Work task :: Count the lines below that include the word "template", then give that number and no other words.

Collected data ::
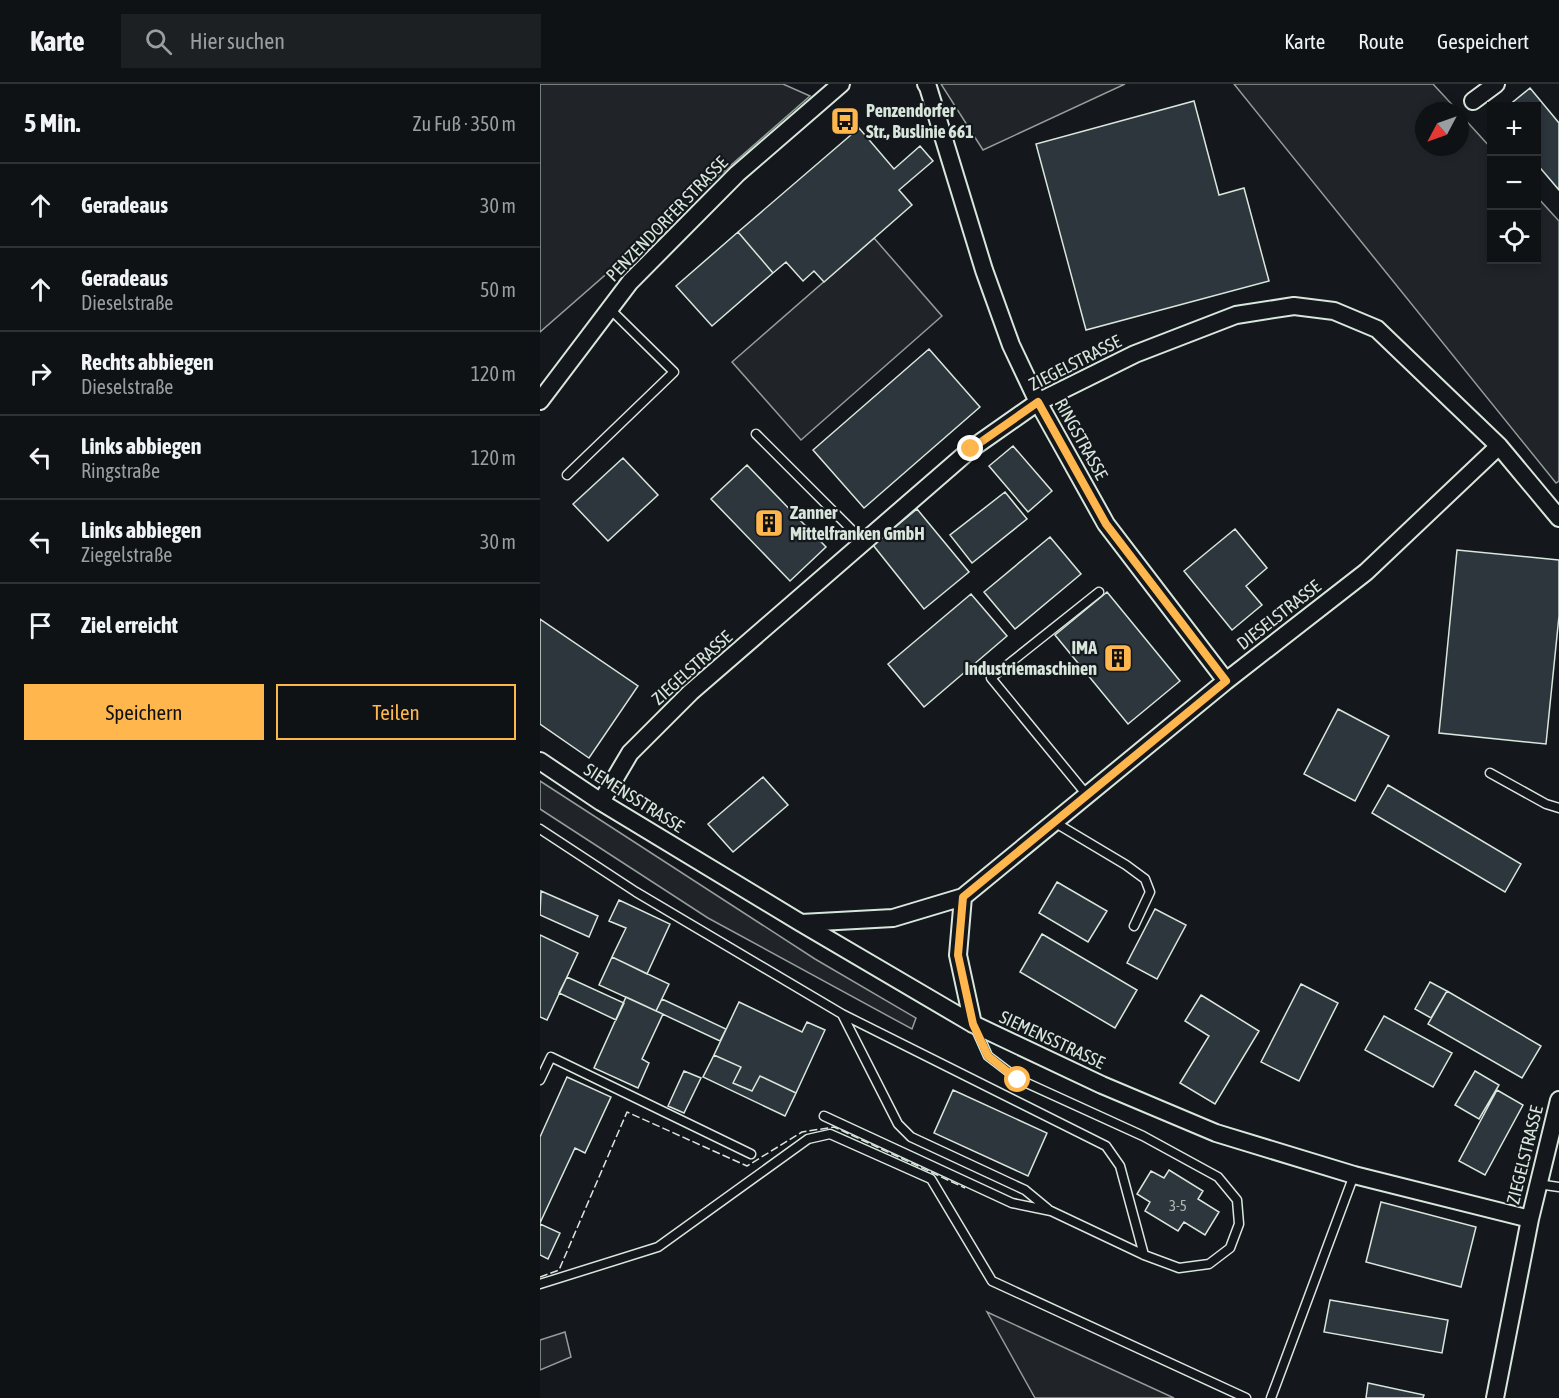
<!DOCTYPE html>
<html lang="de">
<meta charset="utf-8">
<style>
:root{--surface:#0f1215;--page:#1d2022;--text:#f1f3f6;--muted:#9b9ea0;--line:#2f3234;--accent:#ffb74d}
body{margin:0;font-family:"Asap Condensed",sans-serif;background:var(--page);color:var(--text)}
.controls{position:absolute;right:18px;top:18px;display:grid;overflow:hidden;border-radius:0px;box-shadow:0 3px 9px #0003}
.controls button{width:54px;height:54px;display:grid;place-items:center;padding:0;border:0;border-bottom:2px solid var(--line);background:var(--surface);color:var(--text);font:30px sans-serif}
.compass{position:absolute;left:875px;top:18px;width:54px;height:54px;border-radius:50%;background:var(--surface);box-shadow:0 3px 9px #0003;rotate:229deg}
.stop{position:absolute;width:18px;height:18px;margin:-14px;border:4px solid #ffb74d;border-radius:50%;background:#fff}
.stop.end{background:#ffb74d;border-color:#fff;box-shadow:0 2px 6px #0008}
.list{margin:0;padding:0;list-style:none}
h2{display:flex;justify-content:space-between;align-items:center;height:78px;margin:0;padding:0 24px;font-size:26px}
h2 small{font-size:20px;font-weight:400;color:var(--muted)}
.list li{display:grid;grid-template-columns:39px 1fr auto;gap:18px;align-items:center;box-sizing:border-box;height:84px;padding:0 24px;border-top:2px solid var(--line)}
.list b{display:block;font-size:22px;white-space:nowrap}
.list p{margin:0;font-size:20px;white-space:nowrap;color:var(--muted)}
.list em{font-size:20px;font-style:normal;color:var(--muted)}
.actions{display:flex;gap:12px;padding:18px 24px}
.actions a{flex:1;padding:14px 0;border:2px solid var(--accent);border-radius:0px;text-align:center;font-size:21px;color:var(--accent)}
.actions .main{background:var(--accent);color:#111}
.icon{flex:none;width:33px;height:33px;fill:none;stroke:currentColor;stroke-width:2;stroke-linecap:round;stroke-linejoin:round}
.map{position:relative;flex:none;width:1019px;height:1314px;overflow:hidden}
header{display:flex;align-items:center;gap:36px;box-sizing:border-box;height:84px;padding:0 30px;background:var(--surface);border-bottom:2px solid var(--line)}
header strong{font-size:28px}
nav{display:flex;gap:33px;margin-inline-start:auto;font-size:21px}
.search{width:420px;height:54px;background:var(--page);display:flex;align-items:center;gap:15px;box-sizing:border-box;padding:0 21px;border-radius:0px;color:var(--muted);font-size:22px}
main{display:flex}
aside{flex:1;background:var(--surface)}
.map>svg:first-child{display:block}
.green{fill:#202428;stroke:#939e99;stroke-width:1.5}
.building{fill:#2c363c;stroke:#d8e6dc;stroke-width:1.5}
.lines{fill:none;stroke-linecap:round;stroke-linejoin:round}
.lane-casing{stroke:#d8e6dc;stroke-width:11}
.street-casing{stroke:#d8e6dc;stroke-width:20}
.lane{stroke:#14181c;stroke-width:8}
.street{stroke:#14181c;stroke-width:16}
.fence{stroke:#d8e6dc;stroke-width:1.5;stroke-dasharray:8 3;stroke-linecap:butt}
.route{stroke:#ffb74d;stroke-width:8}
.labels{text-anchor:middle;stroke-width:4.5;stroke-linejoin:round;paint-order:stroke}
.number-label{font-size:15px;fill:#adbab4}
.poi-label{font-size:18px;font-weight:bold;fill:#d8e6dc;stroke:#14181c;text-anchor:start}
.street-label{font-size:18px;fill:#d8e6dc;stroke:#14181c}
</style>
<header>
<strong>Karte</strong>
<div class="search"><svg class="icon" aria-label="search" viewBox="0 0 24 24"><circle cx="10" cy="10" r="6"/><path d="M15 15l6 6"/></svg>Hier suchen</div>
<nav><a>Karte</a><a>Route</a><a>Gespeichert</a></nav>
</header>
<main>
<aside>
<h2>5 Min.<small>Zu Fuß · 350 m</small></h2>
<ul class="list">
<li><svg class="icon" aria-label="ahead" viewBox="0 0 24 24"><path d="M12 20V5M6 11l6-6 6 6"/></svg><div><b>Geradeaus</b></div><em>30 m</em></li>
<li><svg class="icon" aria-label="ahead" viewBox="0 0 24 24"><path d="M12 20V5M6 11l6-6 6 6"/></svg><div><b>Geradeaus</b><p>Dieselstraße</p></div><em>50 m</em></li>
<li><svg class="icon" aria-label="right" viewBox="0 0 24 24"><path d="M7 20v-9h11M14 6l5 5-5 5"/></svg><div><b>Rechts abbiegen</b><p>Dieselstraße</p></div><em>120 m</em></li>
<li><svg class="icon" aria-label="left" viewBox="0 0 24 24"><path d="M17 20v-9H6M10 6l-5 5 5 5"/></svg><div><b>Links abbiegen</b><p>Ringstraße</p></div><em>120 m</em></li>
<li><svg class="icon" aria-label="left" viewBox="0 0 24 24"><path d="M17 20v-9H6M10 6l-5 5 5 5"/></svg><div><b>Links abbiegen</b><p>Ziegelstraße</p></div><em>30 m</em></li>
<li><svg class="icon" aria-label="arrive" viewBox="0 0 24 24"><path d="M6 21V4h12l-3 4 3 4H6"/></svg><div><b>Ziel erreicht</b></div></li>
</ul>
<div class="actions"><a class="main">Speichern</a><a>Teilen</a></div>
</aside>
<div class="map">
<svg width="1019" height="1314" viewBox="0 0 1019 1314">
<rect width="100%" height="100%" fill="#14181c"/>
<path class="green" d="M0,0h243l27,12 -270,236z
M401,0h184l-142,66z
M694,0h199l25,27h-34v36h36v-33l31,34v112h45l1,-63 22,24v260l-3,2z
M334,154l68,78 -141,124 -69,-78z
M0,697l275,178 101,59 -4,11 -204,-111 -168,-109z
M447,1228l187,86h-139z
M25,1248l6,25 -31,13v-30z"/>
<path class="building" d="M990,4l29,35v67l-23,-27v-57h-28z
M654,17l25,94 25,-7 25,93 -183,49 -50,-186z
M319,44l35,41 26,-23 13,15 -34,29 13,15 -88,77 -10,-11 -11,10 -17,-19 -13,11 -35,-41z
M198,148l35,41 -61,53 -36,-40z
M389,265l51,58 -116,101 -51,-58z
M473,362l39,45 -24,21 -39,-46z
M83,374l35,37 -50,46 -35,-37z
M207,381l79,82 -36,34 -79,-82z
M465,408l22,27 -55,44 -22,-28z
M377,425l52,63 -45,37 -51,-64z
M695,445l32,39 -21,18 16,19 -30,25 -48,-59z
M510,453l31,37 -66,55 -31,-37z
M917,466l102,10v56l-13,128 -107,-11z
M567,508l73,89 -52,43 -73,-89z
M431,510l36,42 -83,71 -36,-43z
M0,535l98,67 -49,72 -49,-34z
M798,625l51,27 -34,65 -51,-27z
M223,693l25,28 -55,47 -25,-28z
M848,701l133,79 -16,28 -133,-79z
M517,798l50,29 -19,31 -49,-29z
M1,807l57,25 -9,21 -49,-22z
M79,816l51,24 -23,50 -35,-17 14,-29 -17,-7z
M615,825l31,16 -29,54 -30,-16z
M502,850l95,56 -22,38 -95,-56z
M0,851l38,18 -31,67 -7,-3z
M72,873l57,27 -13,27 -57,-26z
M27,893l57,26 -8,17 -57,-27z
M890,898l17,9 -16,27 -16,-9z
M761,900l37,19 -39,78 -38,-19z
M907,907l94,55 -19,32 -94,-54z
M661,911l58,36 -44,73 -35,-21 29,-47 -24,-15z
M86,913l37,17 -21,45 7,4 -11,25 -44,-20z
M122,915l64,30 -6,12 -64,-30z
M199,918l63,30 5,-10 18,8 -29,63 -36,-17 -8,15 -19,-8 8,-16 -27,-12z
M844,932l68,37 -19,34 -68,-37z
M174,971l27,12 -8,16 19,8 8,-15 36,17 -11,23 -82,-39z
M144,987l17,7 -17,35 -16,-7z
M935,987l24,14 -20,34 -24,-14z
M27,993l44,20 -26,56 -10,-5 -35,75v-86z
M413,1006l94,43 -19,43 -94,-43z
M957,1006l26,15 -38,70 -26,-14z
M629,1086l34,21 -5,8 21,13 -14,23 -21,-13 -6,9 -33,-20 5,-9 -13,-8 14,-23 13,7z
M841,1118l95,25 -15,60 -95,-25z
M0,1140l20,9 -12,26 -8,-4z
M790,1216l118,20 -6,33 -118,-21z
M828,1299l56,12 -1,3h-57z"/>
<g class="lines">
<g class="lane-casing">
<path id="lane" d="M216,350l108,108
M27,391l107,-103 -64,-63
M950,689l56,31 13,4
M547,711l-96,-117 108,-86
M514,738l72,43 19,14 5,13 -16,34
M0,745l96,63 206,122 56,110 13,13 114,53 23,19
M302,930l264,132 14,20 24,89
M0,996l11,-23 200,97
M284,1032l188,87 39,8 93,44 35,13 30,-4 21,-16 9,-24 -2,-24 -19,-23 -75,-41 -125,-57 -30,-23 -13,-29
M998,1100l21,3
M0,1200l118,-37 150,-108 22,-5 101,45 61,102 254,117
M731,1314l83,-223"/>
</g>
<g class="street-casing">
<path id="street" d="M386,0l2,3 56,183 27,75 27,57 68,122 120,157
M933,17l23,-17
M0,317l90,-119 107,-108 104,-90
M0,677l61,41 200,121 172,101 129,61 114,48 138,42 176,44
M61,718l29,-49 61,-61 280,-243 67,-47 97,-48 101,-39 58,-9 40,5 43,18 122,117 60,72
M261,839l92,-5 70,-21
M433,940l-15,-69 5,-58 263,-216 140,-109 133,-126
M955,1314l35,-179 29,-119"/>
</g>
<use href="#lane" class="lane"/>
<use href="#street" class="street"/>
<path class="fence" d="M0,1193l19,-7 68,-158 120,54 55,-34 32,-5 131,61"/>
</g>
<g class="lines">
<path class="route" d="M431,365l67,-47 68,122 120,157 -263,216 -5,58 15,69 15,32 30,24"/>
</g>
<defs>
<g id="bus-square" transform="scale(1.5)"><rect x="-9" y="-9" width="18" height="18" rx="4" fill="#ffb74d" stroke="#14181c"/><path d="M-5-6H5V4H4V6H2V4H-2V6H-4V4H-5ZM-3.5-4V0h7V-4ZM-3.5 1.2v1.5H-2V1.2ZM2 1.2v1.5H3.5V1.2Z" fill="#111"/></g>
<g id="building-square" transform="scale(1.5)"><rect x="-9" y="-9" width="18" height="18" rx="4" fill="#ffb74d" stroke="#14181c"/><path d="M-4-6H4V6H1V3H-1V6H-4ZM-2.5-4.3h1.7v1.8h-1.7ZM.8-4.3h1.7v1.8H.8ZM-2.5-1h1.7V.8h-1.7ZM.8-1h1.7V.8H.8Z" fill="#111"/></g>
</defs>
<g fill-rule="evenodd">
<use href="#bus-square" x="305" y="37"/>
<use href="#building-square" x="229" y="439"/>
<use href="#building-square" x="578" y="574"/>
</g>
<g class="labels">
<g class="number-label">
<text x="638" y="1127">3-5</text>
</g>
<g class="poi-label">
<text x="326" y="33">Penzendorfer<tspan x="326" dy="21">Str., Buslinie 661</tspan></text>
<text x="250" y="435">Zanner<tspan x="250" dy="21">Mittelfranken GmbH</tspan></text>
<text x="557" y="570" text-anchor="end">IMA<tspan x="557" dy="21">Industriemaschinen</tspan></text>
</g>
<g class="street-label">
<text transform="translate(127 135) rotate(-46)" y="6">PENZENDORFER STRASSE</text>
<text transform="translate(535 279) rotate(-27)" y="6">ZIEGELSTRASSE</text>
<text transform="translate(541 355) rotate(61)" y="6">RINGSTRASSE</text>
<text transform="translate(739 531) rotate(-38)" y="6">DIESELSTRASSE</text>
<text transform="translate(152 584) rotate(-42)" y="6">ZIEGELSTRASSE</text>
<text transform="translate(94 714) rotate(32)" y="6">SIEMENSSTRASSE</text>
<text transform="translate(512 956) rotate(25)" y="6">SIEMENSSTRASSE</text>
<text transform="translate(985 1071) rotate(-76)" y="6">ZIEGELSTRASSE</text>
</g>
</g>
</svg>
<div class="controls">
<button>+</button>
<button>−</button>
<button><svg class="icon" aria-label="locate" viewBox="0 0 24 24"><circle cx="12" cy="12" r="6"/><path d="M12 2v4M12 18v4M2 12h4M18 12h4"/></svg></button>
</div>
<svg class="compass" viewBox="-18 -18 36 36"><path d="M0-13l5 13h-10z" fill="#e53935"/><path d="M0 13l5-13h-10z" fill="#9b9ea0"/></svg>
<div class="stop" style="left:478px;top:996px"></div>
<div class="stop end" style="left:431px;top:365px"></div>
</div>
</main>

* * *

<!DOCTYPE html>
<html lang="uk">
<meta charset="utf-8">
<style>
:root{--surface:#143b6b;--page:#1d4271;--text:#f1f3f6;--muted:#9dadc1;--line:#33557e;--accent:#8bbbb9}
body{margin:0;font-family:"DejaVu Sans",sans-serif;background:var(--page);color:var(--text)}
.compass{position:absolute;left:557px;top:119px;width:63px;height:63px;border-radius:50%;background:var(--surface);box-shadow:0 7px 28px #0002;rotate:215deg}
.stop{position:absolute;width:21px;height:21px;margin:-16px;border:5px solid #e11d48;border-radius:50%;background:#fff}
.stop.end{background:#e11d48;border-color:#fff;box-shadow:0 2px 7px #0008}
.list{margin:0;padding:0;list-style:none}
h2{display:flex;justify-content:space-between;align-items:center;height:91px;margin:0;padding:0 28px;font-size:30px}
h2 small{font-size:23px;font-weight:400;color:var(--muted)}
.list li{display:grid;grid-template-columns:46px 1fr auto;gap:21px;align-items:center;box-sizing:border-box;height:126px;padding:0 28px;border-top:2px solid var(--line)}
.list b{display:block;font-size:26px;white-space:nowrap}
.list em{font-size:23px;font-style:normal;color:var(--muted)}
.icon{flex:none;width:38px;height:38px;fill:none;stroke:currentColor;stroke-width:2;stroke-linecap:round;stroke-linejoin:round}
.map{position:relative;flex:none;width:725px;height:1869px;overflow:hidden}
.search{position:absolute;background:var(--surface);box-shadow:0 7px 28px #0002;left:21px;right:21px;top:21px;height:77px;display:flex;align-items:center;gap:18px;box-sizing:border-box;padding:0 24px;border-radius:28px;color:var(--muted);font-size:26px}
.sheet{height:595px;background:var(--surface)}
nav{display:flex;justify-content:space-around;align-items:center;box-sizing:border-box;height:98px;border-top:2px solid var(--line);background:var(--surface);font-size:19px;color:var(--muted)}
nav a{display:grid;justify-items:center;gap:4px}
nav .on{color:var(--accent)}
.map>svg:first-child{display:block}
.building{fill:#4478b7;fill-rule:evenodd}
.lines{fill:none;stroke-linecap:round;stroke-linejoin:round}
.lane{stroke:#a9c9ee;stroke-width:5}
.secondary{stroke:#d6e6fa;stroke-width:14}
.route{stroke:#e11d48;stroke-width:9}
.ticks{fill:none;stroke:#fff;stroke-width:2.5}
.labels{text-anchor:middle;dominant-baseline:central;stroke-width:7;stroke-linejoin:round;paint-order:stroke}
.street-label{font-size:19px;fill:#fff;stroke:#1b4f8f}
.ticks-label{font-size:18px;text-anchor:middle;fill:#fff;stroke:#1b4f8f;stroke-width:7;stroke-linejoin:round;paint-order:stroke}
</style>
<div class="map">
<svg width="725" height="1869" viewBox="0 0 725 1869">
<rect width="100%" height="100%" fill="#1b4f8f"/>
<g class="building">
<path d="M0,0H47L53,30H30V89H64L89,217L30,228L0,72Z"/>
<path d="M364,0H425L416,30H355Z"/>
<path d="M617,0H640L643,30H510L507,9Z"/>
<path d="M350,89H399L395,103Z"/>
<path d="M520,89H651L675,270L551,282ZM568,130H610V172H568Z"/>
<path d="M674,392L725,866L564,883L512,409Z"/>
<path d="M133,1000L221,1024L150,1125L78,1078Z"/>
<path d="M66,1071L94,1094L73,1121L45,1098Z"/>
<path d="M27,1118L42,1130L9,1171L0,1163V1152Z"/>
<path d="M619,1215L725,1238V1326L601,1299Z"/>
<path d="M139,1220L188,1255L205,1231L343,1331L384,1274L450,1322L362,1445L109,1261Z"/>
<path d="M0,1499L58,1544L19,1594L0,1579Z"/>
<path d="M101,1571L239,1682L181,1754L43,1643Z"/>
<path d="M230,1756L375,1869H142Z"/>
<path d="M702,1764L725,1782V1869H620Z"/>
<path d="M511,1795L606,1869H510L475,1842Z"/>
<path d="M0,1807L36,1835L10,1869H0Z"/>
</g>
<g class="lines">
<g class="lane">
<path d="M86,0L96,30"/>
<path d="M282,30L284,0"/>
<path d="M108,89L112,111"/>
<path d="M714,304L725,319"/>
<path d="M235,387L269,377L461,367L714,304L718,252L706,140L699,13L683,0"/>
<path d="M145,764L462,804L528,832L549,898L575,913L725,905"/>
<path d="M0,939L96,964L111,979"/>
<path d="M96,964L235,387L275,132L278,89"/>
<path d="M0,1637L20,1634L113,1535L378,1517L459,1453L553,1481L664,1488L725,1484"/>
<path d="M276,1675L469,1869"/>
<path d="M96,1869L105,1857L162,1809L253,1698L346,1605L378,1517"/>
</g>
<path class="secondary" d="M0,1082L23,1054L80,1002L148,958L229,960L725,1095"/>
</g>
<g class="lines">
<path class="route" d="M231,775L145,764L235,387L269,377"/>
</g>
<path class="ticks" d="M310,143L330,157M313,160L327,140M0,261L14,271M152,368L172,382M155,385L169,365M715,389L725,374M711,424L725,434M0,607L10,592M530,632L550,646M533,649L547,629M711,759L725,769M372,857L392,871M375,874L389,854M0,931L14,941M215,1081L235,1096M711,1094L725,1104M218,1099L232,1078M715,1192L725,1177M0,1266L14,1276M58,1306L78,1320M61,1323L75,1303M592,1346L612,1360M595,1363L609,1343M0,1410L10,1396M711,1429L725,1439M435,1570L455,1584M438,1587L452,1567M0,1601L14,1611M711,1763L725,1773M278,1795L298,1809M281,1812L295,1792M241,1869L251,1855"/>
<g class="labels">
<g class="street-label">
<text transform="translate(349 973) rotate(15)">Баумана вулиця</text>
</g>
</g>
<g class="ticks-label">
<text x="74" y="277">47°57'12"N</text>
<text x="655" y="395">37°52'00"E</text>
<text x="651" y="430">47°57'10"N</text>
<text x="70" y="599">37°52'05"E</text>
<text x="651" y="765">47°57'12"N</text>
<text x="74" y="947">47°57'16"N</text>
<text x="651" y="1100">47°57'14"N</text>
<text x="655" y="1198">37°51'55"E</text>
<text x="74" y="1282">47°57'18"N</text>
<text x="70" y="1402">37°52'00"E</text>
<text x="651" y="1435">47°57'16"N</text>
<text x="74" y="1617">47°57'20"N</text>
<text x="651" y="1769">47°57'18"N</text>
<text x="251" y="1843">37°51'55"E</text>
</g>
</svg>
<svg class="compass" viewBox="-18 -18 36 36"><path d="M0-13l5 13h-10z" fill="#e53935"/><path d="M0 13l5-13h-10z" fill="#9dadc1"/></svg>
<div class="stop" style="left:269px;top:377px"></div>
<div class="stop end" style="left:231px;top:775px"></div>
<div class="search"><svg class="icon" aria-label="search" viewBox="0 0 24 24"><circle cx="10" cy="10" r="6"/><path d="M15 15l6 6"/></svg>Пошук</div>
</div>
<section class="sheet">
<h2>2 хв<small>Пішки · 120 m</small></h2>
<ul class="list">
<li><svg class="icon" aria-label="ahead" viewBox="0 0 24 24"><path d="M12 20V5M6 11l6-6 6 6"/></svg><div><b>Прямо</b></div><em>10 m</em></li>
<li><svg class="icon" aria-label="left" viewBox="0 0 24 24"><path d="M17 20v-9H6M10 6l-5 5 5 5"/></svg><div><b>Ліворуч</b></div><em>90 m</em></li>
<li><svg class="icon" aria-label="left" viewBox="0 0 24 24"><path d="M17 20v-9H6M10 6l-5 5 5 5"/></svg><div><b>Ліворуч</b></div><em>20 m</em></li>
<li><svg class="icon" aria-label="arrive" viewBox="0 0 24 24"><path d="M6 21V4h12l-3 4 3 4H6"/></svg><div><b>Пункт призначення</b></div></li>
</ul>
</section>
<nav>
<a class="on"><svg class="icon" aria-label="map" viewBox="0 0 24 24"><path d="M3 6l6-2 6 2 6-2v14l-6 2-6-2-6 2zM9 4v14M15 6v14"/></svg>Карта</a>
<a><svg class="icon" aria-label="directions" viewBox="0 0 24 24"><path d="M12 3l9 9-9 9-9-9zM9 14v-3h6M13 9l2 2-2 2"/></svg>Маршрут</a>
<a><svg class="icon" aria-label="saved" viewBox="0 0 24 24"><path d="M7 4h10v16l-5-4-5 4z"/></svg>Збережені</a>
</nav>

Response box :: 2